■ **WHAT YOU SHOULD DO**: Only one stretch of the records below should be repeated. It starts with the line containing "Read this map" and goes on through the line containing "I am building", exactly as written.

_ _ _ _

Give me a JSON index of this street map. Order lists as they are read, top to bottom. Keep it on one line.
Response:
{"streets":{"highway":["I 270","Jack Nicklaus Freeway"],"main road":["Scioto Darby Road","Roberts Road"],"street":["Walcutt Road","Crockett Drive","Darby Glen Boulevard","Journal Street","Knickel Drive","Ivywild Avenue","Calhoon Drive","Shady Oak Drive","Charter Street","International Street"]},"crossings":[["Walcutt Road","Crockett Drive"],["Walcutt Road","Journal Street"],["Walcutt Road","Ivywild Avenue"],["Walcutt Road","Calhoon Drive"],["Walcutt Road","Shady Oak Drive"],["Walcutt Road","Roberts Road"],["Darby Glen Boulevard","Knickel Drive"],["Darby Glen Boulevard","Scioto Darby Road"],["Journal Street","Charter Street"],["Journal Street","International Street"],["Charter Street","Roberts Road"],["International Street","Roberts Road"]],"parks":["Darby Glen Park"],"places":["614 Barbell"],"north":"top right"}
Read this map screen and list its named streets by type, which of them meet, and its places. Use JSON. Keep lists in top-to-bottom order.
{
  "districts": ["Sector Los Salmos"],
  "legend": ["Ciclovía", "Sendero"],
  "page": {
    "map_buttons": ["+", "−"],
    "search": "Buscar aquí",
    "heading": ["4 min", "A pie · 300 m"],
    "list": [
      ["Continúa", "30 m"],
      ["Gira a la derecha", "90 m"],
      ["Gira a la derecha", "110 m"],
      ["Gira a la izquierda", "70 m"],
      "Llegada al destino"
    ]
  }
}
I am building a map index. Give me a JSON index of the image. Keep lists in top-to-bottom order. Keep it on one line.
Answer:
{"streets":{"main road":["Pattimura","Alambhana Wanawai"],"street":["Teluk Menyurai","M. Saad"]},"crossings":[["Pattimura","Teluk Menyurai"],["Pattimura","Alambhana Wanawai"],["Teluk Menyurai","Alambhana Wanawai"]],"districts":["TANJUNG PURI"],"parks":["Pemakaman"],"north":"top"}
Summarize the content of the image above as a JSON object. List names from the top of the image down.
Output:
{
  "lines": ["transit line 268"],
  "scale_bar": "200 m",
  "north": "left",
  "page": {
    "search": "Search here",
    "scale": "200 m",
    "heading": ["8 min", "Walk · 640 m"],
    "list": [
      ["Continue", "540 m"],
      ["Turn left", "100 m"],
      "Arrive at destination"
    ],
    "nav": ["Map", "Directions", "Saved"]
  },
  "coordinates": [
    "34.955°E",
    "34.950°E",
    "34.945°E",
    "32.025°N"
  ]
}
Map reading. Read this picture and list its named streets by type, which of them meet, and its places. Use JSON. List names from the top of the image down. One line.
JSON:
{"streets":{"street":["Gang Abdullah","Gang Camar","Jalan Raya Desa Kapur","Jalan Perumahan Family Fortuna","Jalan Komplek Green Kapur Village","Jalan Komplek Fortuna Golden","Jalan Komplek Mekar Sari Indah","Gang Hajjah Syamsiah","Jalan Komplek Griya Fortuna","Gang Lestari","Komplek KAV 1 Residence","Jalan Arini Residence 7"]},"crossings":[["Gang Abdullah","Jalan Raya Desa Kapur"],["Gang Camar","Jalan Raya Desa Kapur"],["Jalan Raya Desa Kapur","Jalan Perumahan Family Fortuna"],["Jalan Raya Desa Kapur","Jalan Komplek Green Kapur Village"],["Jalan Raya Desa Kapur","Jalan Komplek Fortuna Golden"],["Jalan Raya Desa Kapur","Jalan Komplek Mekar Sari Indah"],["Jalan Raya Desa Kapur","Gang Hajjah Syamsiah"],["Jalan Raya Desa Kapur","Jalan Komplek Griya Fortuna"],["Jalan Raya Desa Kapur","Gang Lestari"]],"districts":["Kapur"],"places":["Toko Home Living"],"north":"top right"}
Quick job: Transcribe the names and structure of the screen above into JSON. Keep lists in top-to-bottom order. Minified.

_ _ _ _

■ **ANSWER FOR THIS EXERCISE**:
Read this map screen and list its named streets by type, which of them meet, and its places. Use JSON. Keep lists in top-to-bottom order.
{
  "districts": ["Sector Los Salmos"],
  "legend": ["Ciclovía", "Sendero"],
  "page": {
    "map_buttons": ["+", "−"],
    "search": "Buscar aquí",
    "heading": ["4 min", "A pie · 300 m"],
    "list": [
      ["Continúa", "30 m"],
      ["Gira a la derecha", "90 m"],
      ["Gira a la derecha", "110 m"],
      ["Gira a la izquierda", "70 m"],
      "Llegada al destino"
    ]
  }
}
I am building a map index. Give me a JSON index of the image. Keep lists in top-to-bottom order. Keep it on one line.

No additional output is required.